An unusually wavy jet stream — a ribbon of fast-moving air that flows over the Northern Hemisphere — is to blame for an Arctic onslaught that is blasting most of the United States with snow and record-low temperatures this week.

About two-thirds of the country is being affected by the deep chill, with the National Weather Service forecasting that an uncommonly large area could see record-low temperatures Wednesday, including most of the East Coast and from the Midwest south to the upper Texas coast.

This week’s wintry blast, like all weather events, is the result of a complex interplay between atmospheric conditions and the movement of air around the planet.
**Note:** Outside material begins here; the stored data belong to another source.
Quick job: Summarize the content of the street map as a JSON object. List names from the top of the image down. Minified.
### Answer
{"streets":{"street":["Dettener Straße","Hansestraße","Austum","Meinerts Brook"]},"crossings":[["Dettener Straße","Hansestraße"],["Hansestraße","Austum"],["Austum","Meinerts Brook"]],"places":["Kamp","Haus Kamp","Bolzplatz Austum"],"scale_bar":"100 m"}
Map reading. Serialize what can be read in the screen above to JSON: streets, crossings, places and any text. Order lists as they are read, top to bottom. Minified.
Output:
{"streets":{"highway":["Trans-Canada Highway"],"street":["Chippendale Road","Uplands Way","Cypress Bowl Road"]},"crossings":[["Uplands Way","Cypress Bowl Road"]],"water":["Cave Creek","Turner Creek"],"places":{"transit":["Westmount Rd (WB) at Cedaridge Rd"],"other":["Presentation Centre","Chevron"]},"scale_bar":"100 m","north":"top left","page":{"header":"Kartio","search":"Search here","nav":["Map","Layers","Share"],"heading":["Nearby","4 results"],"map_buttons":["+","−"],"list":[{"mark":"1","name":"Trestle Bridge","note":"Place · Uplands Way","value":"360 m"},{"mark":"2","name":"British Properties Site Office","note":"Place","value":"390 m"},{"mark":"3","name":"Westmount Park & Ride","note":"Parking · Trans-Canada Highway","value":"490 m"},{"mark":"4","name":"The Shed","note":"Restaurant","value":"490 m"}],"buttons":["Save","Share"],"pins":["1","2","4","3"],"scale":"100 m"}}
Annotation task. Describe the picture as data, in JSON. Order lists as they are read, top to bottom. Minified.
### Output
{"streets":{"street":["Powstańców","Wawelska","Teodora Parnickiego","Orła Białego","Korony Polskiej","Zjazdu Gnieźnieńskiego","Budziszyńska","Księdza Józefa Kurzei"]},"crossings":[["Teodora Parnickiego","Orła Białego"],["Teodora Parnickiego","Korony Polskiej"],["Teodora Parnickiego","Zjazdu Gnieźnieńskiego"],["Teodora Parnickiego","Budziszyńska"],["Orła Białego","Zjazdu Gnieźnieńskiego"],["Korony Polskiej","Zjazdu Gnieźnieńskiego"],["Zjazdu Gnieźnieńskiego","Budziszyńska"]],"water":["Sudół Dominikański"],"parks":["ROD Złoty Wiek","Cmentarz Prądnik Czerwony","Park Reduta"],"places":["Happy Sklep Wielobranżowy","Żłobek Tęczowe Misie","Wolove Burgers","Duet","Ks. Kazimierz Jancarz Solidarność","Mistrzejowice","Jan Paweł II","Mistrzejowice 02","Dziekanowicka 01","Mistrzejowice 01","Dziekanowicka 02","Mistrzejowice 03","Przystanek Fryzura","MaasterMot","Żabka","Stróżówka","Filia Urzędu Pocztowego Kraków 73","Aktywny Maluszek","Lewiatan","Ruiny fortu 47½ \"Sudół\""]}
The frigid conditions across much of the U.S. are being caused by a ripple in the jet stream that pushed an Arctic air mass into Canada that is now shifting across the central and eastern United States, according to Marc Chenard, a meteorologist and forecaster with the weather service’s Weather Prediction Center in College Park, Maryland.

The jet stream, which flows west to east in the upper atmosphere over the Northern Hemisphere, is driven by temperature differences between the cooler polar region to the north and warmer air masses to the south.

As this river of air circles the planet, it can undulate and create larger-than-normal peaks and troughs that impact weather systems. When the jet stream dips south and creates a trough, this allows cold, polar air to funnel southward. Conversely, when the jet stream swells into a peak, warmer air rushes in to fill that void and drier conditions typically prevail.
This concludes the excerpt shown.